First we’ll create new algorithms and new metrics. We’ll also create an algorithm that has extra parameters so you can see how easy it is to add custom parameters.

myAlgo <- function(speciesData,rowWeights,colWeights) {
matrixWeights <- outer(rowWeights,colWeights)
return(matrix(vector_sample(speciesData, weights =matrixWeights),ncol=ncol(speciesData)))
} 

## The C-Score
myMetric <- function(m) 
{
  m <- m[which(rowSums(m)>0),] # make calculation on submatrix with no missing species
  shared = tcrossprod(m)
  sums = rowSums(m)
  
  upper = upper.tri(shared)
  
  scores = (sums[row(shared)[upper]] - shared[upper])*
      (sums[col(shared)[upper]] - shared[upper])
  
  return(mean(scores))
}

It’s easy to plug our new metric and algorithm into the null model engine. Note that at the end we have a list of parameter options. This is how you can pass any extra parameters to your algorithms or metrics.

novelNull <- null_model_engine(coocSimData,algo="myAlgo",metric="myMetric",
                               algoOpts = list(rowWeights = runif(dim(coocSimData)[1]), 
                                               colWeights = runif(dim(coocSimData)[2])))

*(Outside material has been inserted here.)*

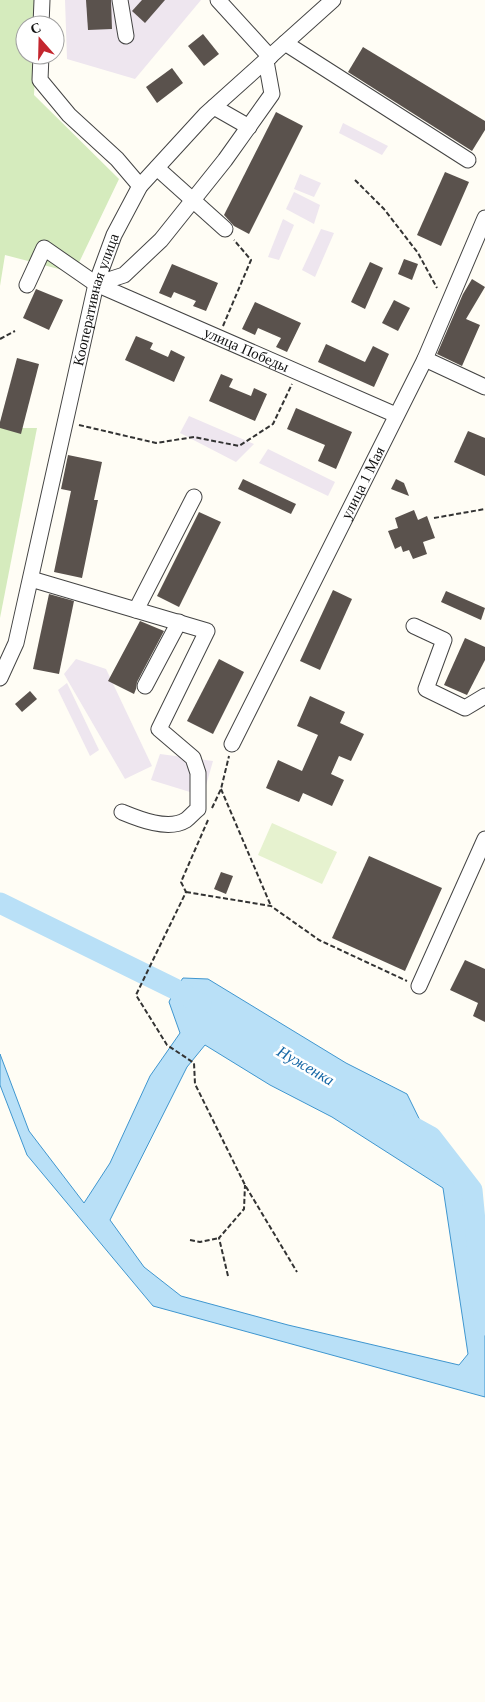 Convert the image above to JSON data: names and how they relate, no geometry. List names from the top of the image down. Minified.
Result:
{"streets":{"street":["Кооперативная улица","улица Победы","улица 1 Мая"]},"crossings":[["Кооперативная улица","улица Победы"],["улица Победы","улица 1 Мая"]],"water":["Нуженка"],"north":"top"} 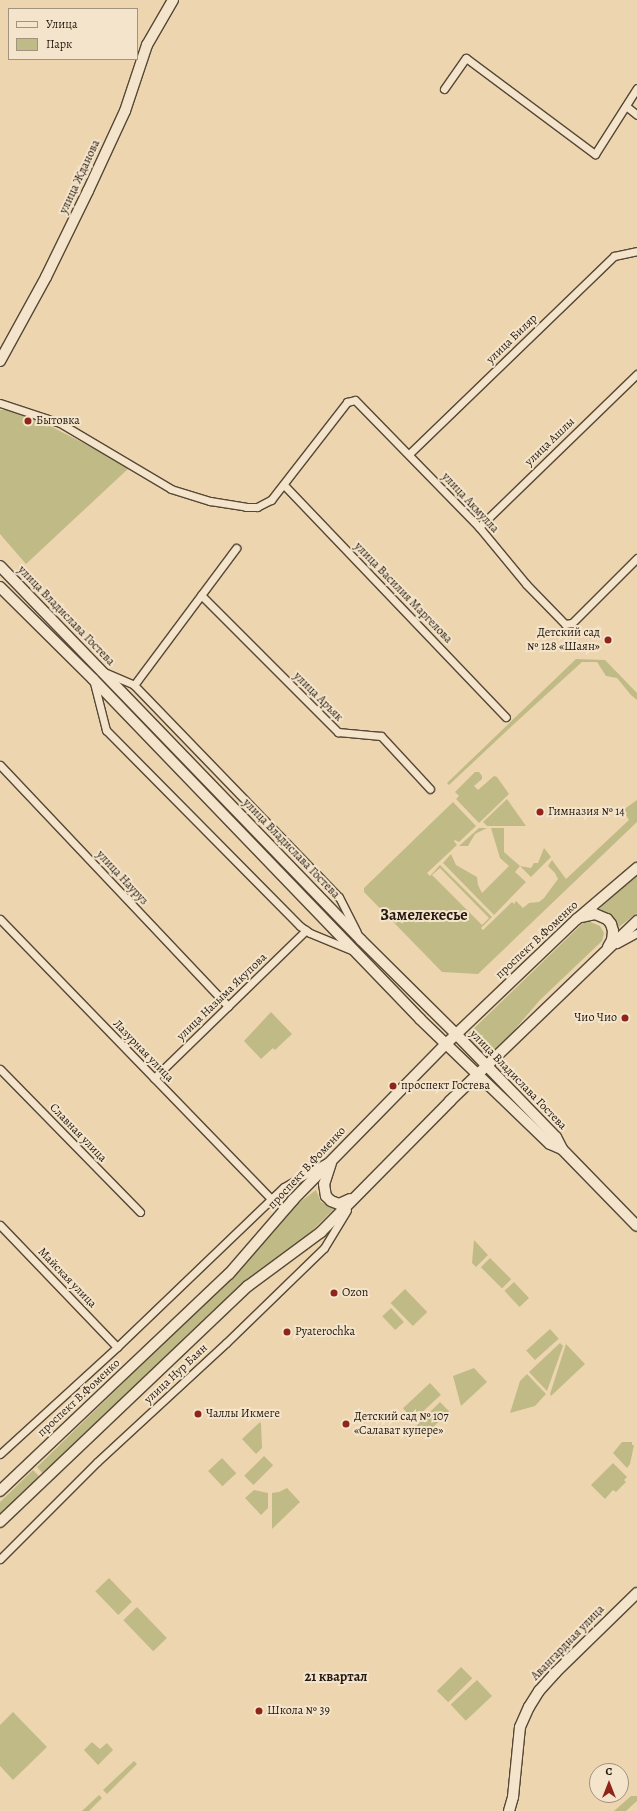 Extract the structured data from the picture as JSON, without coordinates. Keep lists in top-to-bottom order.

Your new null model can produce a similar summary to the standard null models, as well as a basic histogram plot.

summary(novelNull)
## Time Stamp:  Sun Apr  5 22:58:39 2015 
## Reproducible:  FALSE 
## Number of Replications:  1000 
## Elapsed Time:  0.47 secs 
## Metric:  myMetric 
## Algorithm:  myAlgo 
## Observed Index:  16.972 
## Mean Of Simulated Index:  18.147 
## Variance Of Simulated Index:  3.839 
## Lower 95% (1-tail):  14.986 
## Upper 95% (1-tail):  21.501 
## Lower 95% (2-tail):  14.491 
## Upper 95% (2-tail):  22.163 
## Lower-tail P =  0.275 
## Upper-tail P =  0.725 
## Observed metric > 275 simulated metrics 
## Observed metric < 725 simulated metrics 
## Observed metric = 0 simulated metrics 
## Standardized Effect Size (SES):  -0.59942
plot(novelNull)

Any randomization algorithm and metric can be plugged into the null model framework. You can also set the type of null model you create to easily print summaries and plots to compare to the existing null models available in EcoSimR.